Data supplied
- - - - - - -

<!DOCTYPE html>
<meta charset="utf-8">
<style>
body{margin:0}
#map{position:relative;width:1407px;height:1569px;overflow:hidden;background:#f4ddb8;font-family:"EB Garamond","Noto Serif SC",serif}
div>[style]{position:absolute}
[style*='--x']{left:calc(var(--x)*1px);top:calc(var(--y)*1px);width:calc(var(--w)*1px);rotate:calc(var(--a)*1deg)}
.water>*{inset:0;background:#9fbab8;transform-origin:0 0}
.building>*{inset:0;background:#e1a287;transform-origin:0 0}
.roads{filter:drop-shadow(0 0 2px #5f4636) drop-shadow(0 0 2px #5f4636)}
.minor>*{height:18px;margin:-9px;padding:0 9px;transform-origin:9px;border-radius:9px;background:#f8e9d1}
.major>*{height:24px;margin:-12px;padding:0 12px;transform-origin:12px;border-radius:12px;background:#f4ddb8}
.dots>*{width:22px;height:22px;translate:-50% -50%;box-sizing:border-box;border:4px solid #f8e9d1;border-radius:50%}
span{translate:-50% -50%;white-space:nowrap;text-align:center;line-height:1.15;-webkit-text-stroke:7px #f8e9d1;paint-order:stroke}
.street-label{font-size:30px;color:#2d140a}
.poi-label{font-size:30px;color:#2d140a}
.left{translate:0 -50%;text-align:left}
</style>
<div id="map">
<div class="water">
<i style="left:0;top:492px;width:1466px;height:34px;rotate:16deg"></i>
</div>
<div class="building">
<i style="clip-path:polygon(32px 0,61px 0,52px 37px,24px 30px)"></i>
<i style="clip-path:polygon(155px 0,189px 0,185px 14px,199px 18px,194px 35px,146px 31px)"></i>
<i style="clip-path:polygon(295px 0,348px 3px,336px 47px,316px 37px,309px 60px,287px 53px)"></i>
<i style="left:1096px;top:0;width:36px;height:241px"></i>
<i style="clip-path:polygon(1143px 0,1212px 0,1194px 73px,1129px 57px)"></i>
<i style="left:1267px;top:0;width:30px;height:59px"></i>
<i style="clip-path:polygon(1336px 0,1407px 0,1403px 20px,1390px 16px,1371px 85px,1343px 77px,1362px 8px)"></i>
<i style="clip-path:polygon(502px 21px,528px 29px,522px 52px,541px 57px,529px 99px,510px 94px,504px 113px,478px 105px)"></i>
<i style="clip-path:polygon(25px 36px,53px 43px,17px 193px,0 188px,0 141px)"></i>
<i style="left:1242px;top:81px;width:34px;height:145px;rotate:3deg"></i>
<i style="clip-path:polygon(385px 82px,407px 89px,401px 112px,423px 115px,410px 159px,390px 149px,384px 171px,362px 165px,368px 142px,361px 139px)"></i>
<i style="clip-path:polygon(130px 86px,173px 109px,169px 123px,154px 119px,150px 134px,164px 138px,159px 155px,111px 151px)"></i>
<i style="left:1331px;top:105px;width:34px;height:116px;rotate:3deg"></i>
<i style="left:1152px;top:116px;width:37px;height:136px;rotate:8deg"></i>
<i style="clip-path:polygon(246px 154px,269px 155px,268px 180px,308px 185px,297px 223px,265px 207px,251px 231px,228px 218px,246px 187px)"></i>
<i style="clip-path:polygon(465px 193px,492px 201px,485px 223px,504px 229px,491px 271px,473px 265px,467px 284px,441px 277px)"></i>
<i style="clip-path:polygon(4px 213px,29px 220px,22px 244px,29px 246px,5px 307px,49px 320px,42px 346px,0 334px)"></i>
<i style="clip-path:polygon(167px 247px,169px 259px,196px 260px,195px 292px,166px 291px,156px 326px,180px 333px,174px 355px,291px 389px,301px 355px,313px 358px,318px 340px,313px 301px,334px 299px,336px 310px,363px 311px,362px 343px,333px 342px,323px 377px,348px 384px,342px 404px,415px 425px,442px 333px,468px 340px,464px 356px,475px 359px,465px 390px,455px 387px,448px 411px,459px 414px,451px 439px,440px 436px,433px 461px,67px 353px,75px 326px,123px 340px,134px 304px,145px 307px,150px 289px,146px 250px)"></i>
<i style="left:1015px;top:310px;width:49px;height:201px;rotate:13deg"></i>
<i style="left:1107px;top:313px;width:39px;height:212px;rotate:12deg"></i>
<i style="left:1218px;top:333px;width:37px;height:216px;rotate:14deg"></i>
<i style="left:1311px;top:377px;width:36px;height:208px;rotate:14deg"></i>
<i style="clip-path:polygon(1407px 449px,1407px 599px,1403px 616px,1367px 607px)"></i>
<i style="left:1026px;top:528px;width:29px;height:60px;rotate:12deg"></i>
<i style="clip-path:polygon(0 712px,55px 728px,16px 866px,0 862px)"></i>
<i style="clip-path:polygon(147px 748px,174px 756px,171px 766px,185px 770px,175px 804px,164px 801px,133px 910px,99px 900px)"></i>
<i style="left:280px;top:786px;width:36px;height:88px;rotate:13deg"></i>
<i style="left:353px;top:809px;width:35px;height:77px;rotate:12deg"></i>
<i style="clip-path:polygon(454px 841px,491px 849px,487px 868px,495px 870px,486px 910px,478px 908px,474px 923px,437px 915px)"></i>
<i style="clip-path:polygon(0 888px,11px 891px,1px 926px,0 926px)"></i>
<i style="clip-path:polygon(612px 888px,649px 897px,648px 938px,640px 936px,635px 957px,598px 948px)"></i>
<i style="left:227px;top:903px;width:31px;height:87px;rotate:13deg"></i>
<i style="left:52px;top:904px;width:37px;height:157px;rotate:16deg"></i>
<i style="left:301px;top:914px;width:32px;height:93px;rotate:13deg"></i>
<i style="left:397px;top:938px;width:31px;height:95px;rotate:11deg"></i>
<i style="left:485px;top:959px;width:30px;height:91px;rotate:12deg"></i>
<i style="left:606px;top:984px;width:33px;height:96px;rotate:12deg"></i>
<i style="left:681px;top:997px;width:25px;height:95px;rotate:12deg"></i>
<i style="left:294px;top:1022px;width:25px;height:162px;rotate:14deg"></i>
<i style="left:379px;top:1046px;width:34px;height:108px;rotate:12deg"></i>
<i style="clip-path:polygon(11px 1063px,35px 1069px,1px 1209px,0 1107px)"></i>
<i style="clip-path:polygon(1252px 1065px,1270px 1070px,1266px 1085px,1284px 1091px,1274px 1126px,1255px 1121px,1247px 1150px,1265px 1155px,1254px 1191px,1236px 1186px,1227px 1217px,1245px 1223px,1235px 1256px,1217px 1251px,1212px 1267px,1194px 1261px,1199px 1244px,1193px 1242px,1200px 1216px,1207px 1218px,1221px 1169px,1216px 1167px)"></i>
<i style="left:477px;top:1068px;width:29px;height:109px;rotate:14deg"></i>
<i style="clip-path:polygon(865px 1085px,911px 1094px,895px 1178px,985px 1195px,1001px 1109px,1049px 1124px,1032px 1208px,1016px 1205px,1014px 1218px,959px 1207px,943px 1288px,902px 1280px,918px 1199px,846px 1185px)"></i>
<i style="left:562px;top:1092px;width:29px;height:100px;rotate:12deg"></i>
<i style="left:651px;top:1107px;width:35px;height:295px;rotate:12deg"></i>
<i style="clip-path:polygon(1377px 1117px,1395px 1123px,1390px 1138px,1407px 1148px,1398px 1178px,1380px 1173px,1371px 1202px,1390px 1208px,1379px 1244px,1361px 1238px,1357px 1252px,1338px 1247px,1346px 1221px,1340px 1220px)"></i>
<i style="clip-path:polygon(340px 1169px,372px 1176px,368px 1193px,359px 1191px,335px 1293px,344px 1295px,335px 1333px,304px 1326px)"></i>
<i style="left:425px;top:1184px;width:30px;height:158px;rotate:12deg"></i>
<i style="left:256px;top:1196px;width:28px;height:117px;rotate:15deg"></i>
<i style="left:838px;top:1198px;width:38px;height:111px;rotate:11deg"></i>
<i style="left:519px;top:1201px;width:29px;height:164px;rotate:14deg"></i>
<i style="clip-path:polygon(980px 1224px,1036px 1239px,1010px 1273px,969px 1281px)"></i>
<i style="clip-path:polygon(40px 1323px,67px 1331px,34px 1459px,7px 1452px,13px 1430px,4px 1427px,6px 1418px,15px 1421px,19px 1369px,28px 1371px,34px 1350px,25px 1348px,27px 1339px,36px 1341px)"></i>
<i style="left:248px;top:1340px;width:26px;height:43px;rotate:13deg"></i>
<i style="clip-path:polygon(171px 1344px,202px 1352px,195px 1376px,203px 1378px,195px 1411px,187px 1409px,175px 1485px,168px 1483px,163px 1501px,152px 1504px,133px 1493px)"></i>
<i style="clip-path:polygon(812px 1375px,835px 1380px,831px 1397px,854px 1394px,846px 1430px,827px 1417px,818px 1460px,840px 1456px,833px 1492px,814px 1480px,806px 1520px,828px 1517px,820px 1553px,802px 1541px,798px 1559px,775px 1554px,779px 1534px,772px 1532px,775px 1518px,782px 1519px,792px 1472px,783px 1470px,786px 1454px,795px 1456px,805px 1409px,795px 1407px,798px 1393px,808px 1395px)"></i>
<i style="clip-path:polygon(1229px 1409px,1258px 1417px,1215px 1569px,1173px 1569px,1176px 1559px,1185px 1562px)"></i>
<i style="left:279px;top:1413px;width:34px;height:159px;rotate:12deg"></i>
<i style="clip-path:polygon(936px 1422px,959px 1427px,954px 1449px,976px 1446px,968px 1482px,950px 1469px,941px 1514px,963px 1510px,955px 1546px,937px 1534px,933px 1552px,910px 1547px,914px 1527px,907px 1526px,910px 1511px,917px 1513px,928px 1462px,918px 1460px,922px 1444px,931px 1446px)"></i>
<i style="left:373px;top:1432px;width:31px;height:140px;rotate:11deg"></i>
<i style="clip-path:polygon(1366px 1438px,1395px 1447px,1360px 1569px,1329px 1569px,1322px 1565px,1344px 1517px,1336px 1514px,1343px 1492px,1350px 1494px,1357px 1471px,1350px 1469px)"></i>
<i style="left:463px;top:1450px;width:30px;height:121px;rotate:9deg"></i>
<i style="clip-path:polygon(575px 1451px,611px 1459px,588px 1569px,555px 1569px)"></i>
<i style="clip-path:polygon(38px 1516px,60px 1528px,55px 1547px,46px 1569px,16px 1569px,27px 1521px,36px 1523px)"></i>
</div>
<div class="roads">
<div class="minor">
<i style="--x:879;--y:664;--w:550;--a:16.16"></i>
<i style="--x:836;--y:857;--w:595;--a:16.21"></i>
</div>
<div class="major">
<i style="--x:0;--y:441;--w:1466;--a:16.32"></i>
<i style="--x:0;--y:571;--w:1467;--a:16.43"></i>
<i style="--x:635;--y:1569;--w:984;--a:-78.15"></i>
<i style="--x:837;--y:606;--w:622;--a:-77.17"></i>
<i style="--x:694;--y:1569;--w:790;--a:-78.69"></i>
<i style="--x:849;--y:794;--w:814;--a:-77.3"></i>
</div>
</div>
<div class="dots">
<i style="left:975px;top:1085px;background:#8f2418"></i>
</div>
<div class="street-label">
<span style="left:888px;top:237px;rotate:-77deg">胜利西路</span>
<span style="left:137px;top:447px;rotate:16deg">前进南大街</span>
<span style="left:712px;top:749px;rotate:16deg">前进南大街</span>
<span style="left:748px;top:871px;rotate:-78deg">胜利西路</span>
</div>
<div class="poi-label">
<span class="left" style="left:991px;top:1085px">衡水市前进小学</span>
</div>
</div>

- - - - - - -

Task objective
Keep only the lines of the listing that contain the word "position", and copy them.

Task output
#map{position:relative;width:1407px;height:1569px;overflow:hidden;background:#f4ddb8;font-family:"EB Garamond","Noto Serif SC",serif}
div>[style]{position:absolute}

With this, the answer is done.